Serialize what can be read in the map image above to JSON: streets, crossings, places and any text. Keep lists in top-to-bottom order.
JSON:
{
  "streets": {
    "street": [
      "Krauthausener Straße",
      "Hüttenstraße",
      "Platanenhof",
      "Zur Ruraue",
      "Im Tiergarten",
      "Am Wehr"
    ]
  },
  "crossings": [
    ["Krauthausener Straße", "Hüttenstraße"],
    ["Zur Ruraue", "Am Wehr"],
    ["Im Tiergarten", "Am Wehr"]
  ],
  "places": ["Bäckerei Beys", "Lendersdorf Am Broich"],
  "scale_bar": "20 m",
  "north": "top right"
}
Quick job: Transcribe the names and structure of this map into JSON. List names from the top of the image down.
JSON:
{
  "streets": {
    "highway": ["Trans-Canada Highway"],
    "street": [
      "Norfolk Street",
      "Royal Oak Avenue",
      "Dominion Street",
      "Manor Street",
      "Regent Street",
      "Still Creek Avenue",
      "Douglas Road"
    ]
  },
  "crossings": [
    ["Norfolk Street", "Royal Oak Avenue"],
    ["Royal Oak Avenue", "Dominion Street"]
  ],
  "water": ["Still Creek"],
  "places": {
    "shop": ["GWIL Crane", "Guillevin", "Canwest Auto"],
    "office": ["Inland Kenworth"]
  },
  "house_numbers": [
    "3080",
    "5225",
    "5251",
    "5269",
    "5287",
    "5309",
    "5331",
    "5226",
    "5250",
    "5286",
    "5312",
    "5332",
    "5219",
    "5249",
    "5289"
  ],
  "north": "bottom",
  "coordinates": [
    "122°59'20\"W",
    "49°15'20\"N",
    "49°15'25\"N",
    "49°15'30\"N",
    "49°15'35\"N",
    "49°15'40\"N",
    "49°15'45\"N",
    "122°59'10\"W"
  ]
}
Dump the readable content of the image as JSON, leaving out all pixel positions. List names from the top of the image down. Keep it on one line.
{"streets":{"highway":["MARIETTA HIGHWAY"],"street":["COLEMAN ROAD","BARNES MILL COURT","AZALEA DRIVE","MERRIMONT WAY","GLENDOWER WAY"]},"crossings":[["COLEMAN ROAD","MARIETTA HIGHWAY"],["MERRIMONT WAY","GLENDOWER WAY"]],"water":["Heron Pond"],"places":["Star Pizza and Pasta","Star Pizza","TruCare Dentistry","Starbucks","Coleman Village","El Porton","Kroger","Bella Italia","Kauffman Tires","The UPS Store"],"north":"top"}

━━━━━━━━

TASK TO CARRY OUT: All entries above are to be transcribed verbatim.

YOUR RESPONSE:
Serialize what can be read in the map image above to JSON: streets, crossings, places and any text. Keep lists in top-to-bottom order.
JSON:
{
  "streets": {
    "street": [
      "Krauthausener Straße",
      "Hüttenstraße",
      "Platanenhof",
      "Zur Ruraue",
      "Im Tiergarten",
      "Am Wehr"
    ]
  },
  "crossings": [
    ["Krauthausener Straße", "Hüttenstraße"],
    ["Zur Ruraue", "Am Wehr"],
    ["Im Tiergarten", "Am Wehr"]
  ],
  "places": ["Bäckerei Beys", "Lendersdorf Am Broich"],
  "scale_bar": "20 m",
  "north": "top right"
}
Quick job: Transcribe the names and structure of this map into JSON. List names from the top of the image down.
JSON:
{
  "streets": {
    "highway": ["Trans-Canada Highway"],
    "street": [
      "Norfolk Street",
      "Royal Oak Avenue",
      "Dominion Street",
      "Manor Street",
      "Regent Street",
      "Still Creek Avenue",
      "Douglas Road"
    ]
  },
  "crossings": [
    ["Norfolk Street", "Royal Oak Avenue"],
    ["Royal Oak Avenue", "Dominion Street"]
  ],
  "water": ["Still Creek"],
  "places": {
    "shop": ["GWIL Crane", "Guillevin", "Canwest Auto"],
    "office": ["Inland Kenworth"]
  },
  "house_numbers": [
    "3080",
    "5225",
    "5251",
    "5269",
    "5287",
    "5309",
    "5331",
    "5226",
    "5250",
    "5286",
    "5312",
    "5332",
    "5219",
    "5249",
    "5289"
  ],
  "north": "bottom",
  "coordinates": [
    "122°59'20\"W",
    "49°15'20\"N",
    "49°15'25\"N",
    "49°15'30\"N",
    "49°15'35\"N",
    "49°15'40\"N",
    "49°15'45\"N",
    "122°59'10\"W"
  ]
}
Dump the readable content of the image as JSON, leaving out all pixel positions. List names from the top of the image down. Keep it on one line.
{"streets":{"highway":["MARIETTA HIGHWAY"],"street":["COLEMAN ROAD","BARNES MILL COURT","AZALEA DRIVE","MERRIMONT WAY","GLENDOWER WAY"]},"crossings":[["COLEMAN ROAD","MARIETTA HIGHWAY"],["MERRIMONT WAY","GLENDOWER WAY"]],"water":["Heron Pond"],"places":["Star Pizza and Pasta","Star Pizza","TruCare Dentistry","Starbucks","Coleman Village","El Porton","Kroger","Bella Italia","Kauffman Tires","The UPS Store"],"north":"top"}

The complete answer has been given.